There were rumors that Asllani's son was one of many that entered the foreign embassies during summer 1990, thus seeking political-economical refuge in the German embassy. The rumors were never verified.

===Post-communist era===
In 1993, a special court rose in Tirana against Asllani and nine other former high-ranking officials (Besnik Bekteshi, Foto Çami, Vangjel Çërrava, Hajredin Çeliku, Lenka Çuko, Llambi Gegprifti, Qirjako Mihali, Pali Miska, and Prokop Murra). They were accused of "abuse of public funds". The following sentences were given: Mihali and Gegprifti eight years each, Miska and Çuko seven years each, Çami, Çeliku and Bekteshi six years each, and Çërrava, Murra and Asllani five years.

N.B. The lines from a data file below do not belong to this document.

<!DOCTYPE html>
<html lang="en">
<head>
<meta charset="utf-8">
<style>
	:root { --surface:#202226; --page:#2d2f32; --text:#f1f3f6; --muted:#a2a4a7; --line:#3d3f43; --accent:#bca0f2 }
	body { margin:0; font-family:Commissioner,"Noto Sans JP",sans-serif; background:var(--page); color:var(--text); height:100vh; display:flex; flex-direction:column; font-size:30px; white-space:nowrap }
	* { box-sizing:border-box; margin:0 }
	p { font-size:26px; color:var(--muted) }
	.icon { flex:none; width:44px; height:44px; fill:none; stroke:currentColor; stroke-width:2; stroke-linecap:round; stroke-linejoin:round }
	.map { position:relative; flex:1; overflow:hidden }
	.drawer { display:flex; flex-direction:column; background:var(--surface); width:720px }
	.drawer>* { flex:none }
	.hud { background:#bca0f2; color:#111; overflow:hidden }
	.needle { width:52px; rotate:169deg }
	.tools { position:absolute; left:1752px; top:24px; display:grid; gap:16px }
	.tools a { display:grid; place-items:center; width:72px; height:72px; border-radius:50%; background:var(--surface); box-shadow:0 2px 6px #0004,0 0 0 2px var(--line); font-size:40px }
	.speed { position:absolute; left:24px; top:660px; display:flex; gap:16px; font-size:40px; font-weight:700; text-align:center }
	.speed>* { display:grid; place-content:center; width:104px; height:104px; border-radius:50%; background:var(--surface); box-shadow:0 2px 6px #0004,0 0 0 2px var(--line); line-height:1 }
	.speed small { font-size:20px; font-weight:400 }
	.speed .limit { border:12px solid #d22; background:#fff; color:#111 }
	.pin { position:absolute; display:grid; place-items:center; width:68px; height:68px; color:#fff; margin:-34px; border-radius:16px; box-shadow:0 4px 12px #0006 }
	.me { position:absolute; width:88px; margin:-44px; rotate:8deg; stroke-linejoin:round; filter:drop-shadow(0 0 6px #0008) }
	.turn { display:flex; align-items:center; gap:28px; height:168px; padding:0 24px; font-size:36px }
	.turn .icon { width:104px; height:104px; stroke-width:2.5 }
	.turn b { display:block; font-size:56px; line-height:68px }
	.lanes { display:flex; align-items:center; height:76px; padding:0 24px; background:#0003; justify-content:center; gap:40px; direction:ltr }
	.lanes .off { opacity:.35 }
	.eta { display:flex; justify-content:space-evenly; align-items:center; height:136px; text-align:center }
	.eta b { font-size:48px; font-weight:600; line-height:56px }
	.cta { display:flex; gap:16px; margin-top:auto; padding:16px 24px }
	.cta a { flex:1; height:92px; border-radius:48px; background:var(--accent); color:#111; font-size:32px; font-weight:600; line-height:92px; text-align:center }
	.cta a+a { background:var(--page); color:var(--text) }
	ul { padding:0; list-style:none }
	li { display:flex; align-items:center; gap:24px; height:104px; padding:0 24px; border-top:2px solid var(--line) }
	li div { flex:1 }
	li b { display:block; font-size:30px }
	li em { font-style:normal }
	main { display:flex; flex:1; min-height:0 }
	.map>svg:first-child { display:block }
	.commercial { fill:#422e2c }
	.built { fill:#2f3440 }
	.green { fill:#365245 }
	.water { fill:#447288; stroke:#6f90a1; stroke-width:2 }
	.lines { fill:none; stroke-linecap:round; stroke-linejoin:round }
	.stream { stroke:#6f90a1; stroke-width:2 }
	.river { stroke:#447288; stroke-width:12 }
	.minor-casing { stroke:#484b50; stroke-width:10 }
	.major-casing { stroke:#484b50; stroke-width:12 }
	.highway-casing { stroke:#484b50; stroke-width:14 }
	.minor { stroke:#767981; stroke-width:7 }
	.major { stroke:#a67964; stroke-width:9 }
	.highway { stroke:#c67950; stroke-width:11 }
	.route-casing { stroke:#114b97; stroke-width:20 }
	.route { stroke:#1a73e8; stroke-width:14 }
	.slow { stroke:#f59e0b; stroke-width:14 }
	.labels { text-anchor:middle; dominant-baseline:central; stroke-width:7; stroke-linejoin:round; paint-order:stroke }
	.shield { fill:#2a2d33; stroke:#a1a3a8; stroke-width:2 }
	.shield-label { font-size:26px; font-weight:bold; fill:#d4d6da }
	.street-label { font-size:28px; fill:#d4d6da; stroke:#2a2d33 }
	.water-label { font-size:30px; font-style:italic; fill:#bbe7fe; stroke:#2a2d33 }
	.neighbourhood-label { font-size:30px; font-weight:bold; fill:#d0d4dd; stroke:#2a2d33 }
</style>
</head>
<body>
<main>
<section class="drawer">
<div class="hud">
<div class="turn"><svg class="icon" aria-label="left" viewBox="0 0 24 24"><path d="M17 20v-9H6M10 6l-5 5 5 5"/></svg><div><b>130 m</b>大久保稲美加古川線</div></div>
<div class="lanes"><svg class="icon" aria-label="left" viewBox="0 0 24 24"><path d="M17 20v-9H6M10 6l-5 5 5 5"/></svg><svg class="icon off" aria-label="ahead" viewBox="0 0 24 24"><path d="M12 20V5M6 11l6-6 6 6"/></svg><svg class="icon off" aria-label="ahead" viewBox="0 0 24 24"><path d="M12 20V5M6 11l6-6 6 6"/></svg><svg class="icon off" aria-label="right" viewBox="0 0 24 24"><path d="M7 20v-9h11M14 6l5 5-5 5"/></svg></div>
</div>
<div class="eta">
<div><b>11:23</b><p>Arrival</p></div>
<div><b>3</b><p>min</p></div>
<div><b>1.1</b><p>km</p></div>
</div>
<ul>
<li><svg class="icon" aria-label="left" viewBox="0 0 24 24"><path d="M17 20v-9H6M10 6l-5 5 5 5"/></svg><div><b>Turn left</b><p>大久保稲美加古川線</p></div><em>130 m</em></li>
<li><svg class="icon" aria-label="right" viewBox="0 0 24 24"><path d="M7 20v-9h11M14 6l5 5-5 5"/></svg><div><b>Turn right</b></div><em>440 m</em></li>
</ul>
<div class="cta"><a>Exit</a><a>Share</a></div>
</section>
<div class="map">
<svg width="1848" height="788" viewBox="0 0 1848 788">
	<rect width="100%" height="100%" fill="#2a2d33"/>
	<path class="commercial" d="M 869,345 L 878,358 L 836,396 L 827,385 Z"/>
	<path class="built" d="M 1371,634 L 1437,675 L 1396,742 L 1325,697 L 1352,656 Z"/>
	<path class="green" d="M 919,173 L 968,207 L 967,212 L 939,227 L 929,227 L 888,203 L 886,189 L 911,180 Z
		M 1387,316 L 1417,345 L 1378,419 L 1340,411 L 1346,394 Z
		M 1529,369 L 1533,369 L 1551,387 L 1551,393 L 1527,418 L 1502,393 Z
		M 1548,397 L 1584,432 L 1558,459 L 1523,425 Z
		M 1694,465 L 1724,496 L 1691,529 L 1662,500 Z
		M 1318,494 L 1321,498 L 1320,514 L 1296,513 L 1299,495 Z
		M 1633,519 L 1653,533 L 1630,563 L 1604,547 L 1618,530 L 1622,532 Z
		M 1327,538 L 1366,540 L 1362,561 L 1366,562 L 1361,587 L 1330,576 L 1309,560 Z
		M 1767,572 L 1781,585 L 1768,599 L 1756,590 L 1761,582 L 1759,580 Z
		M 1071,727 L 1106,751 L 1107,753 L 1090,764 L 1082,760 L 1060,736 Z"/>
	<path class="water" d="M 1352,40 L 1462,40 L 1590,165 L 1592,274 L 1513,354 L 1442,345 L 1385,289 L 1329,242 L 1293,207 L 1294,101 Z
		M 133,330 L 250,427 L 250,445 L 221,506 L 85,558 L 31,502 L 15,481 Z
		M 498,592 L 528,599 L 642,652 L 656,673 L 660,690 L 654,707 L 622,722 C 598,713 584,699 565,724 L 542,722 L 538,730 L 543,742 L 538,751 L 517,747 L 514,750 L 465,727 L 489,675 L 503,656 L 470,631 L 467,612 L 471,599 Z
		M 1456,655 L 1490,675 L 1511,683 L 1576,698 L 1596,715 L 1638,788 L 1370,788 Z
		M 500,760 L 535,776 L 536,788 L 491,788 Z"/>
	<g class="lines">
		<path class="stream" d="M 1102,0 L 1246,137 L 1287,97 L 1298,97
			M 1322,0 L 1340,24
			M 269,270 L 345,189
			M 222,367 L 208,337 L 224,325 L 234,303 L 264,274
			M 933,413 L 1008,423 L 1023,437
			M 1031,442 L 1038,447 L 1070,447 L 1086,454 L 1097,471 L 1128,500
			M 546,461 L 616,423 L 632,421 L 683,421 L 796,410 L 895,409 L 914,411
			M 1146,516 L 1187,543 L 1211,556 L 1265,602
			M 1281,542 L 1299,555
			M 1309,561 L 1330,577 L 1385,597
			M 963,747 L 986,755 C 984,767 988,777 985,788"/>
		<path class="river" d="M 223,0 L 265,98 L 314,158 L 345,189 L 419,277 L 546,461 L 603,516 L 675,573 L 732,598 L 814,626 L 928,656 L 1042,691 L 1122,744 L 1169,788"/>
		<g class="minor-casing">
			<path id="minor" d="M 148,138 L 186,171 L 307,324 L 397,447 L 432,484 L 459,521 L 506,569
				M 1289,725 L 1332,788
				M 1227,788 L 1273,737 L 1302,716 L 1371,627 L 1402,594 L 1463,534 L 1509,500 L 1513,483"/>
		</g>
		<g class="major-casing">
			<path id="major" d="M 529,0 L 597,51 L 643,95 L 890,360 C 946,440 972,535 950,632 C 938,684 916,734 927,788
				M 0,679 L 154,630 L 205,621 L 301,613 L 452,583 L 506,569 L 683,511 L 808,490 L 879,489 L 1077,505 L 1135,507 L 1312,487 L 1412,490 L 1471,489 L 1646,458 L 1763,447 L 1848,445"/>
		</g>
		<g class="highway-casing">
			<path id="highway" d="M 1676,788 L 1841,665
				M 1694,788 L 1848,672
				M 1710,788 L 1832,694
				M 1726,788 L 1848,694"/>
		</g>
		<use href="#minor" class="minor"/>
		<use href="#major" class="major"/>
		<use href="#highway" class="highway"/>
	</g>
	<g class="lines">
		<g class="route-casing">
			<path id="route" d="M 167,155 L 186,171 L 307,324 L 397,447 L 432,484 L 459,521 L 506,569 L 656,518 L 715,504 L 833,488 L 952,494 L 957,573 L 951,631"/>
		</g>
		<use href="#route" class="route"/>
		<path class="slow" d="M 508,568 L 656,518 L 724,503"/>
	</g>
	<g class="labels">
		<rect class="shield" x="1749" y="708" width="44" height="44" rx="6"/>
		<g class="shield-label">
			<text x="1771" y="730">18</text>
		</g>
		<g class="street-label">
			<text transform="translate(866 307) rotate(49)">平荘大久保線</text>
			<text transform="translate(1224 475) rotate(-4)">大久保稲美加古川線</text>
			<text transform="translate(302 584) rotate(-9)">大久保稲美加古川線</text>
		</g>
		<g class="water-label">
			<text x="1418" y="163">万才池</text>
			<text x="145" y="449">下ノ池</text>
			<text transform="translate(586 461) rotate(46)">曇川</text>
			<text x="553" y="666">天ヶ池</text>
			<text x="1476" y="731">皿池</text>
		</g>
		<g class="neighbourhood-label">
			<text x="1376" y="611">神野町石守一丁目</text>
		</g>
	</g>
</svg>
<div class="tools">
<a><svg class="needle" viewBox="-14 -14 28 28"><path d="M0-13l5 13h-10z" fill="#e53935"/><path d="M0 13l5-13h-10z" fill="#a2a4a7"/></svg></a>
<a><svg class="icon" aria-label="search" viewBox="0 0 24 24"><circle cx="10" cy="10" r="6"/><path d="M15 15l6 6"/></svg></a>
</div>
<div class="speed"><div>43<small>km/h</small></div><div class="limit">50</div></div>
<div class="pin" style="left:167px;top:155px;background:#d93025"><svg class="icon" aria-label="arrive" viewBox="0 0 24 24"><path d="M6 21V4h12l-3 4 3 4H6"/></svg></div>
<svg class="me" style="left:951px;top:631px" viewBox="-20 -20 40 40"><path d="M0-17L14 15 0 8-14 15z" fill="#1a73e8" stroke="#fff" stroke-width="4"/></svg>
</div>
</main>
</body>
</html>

Another case against was brought in June 1996, this time for "crimes against humanity". Other co-defendants were the former Politburo members Prokop Murra, Foto Çami, Gaqo Nesho (former First Secretaries of PPSh of Vlora and Tirana), Zef Loka (former director in the Ministry of Internal Affairs), and Dilaver Bengasi, former Deputy Minister of the Interior. The verdict was carried out in August 1996. Murra received 20 year in prison, Asllani and Loka 18, Nesho 16 years and Bengasi 12 years. They were all released shortly after the turmoils of 1997.

Lately, Asllani was member of the Reorganised Party of Labour of Albania, and its Politburo. Nevertheless, he was expelled in May 2013 because his stance against party's decision to stand pro gay rights in Albania.

==Death==
Asllani died on 4 December 2025, at the age of 88.